Writing The Merry Widow seems to have cheered Mrs. Fletcher up. On the Fletchers' last flight together, the plane bumped, and she tells us that, knowing her husband had only a few days left, she "thought how pleasant it would be to die together." Still, inevitably, those of us who are born with an inclination toward merriment find it on the other side of grief. The mishaps of travel become funny. The lighter sides of work, books, people, float back into consciousness. Eventually laughter even stops dissolving into tears every time we realize that someone is no longer here to share the joke. At which point, if you were Grace Nies Fletcher, you would write another book.
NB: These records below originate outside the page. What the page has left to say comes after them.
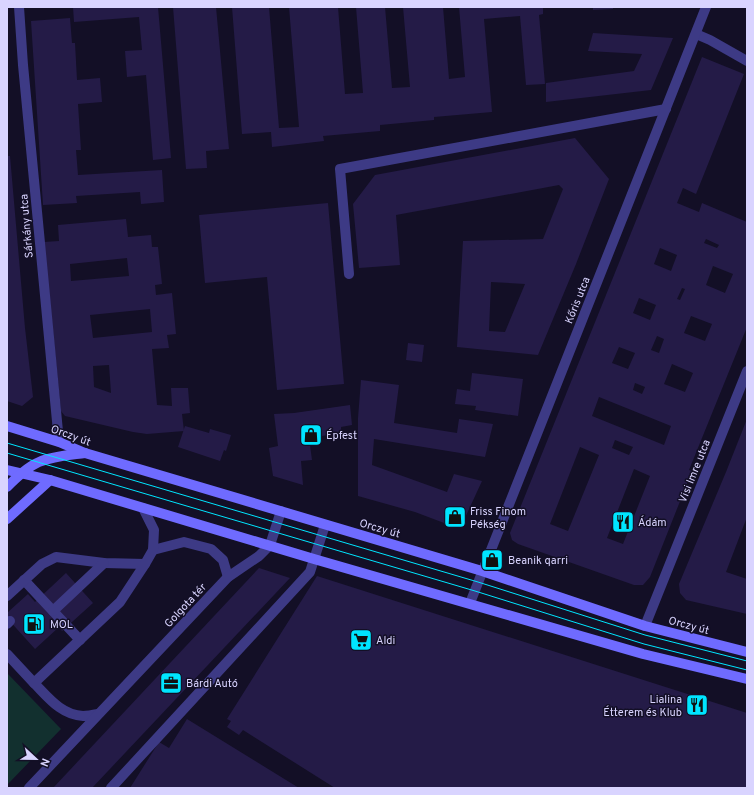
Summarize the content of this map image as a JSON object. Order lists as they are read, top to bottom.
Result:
{
  "streets": {
    "street": [
      "Sárkány utca",
      "Kőris utca",
      "Orczy út",
      "Visi Imre utca",
      "Golgota tér"
    ]
  },
  "crossings": [
    ["Sárkány utca", "Orczy út"],
    ["Kőris utca", "Orczy út"],
    ["Orczy út", "Visi Imre utca"]
  ],
  "places": {
    "shop": ["Épfest", "Friss Finom Pékség", "Beanik qarri"],
    "restaurant": ["Ádám", "Lialina Étterem és Klub"],
    "fuel station": ["MOL"],
    "supermarket": ["Aldi"],
    "office": ["Bárdi Autó"]
  },
  "north": "right"
}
The readers Mrs. Fletcher had in mind for this book were probably senior citizens, mostly female, who would have found the Red Hat Society too brassy. By now, however, the ideal reader for The Merry Widow might be anyone who's interested in the tourist attractions of Europe and Asia and would enjoy comparing the way these places are now with the way they were in the 1960s

This book is becoming hard to find; Amazon has pages for another book, and of course a music score, with the same title, but no page for this one. If you want it, click now while supplies last...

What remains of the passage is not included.